Hi all,
I am new to ELK,
I have a system that collect system logs from appx 150 servers,
all send syslog to one machine:
its users 16 cores and 32gb of memory - networking running on a bond with 2 nics.
its running on centos 7 all updated to the latest version.
the problem is that its very very slow to respond specifically kibana.
it takes very very long initilize the kibana index, and after it does, it take very long to show the data
or search in it.
after reading many forums
I'm totally clue less, what am I doing wrong?
at first it was running ok, but after a week or so it became painfully slow
I'll post my configuration in the next post because i can't do more than 5k lines.
input {
udp {
port => 514
type => syslog
codec => json
}
udp {
port => 3515
codec => "json"
type => "WindowsLog"
}
}
filter {
if [type] == "syslog" {
grok {
match => { "message" => "%{SYSLOGTIMESTAMP:syslog_timestamp} %{SYSLOGHOST:syslog_hostname} %{DATA:syslog_program}(?:[%{POSINT:syslog_pid}])?: %{GREEDYDATA:syslog_message}" }
add_field => [ "received_at", "%{@timestamp}" ]
add_field => [ "received_from", "%{host}" ]
match => { "message" => "%{SYSLOGTIMESTAMP:syslog_timestamp} %{SYSLOGHOST:syslog_hostname} %{DATA:syslog_program}(?:[%{POSINT:syslog_pid}])?: %{COMBINEDAPACHELOG}" }
}
}
if [type] == "WindowsLog" {
json {
source => "message"
}
if [SourceModuleName] == "EventLog" {
mutate { replace => [ "message", "%{Message}" ] } } mutate { remove_field => [ "Message" ] }
}
date {
match => [ "MMM d HH:mm:ss", "MMM dd HH:mm:ss", "ISO8601" ]
}
mutate {
remove_field => [ "geoip.ip","geoip.latitude" ]
remove_tag => [ "geoip.ip","geoip.latitude" ]
}
}
output {
elasticsearch {
hosts => "x.x.x.x"
index => "logstash-%{+YYYY.MM.dd}"
}
}
this is my elasticsearch.yml
======================== Elasticsearch Configuration =========================
NOTE: Elasticsearch comes with reasonable defaults for most settings.
Before you set out to tweak and tune the configuration, make sure you
understand what are you trying to accomplish and the consequences.
The primary way of configuring a node is via this file. This template lists
the most important settings you may want to configure for a production cluster.

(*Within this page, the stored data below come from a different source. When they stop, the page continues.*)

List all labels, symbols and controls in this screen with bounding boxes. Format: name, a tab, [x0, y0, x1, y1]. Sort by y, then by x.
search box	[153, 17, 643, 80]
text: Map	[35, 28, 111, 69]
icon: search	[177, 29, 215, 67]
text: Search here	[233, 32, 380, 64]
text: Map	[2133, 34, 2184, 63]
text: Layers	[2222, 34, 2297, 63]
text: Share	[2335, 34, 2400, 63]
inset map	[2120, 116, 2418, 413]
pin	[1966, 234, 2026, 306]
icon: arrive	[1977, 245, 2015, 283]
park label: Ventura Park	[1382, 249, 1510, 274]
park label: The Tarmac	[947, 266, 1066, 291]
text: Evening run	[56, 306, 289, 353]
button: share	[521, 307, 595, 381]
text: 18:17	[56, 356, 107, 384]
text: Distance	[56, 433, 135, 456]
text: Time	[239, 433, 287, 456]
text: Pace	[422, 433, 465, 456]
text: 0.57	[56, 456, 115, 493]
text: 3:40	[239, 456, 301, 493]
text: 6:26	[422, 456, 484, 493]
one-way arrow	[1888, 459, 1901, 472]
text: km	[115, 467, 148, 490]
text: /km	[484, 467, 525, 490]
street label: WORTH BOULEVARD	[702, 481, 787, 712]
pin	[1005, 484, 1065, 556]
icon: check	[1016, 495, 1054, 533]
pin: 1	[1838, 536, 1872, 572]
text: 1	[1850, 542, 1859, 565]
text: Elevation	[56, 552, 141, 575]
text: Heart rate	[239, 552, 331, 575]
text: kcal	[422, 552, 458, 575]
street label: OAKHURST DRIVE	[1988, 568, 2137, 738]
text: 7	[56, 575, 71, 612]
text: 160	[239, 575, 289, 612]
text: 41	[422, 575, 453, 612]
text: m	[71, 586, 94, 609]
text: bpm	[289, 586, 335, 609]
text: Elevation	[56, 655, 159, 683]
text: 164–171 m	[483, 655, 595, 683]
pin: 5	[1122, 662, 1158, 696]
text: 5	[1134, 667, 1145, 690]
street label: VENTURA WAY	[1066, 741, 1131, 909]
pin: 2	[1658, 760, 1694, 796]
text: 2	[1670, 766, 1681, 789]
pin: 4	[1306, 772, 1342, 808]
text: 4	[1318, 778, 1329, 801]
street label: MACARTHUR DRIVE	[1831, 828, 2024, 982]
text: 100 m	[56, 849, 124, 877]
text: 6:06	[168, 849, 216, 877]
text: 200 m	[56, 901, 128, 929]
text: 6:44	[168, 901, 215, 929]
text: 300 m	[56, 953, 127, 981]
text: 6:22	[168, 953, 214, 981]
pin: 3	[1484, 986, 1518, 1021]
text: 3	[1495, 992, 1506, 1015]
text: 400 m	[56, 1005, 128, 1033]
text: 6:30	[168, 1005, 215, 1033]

Please see the documentation for further information on configuration options:
http://www.elastic.co/guide/en/elasticsearch/reference/current/setup-configuration.html
---------------------------------- Cluster -----------------------------------
Use a descriptive name for your cluster:
cluster.name: my-application
------------------------------------ Node ------------------------------------
Use a descriptive name for the node:
node.name: node-1
Add custom attributes to the node:
node.rack: r1
----------------------------------- Paths ------------------------------------
Path to directory where to store the data (separate multiple locations by comma):
path.data: /path/to/data
Path to log files:
path.logs: /path/to/logs
----------------------------------- Memory -----------------------------------
Lock the memory on startup:
bootstrap.mlockall: true
Make sure that the
ES_HEAP_SIZE
environment variable is set to about half the memoryavailable on the system and that the owner of the process is allowed to use this limit.
Elasticsearch performs poorly when the system is swapping the memory.
---------------------------------- Network -----------------------------------
Set the bind address to a specific IP (IPv4 or IPv6):
network.host: x.x.x.x
Set a custom port for HTTP:
http.port: 9200
For more information, see the documentation at:
http://www.elastic.co/guide/en/elasticsearch/reference/current/modules-network.html
--------------------------------- Discovery ----------------------------------
Pass an initial list of hosts to perform discovery when new node is started:
The default list of hosts is ["127.0.0.1", "[::1]"]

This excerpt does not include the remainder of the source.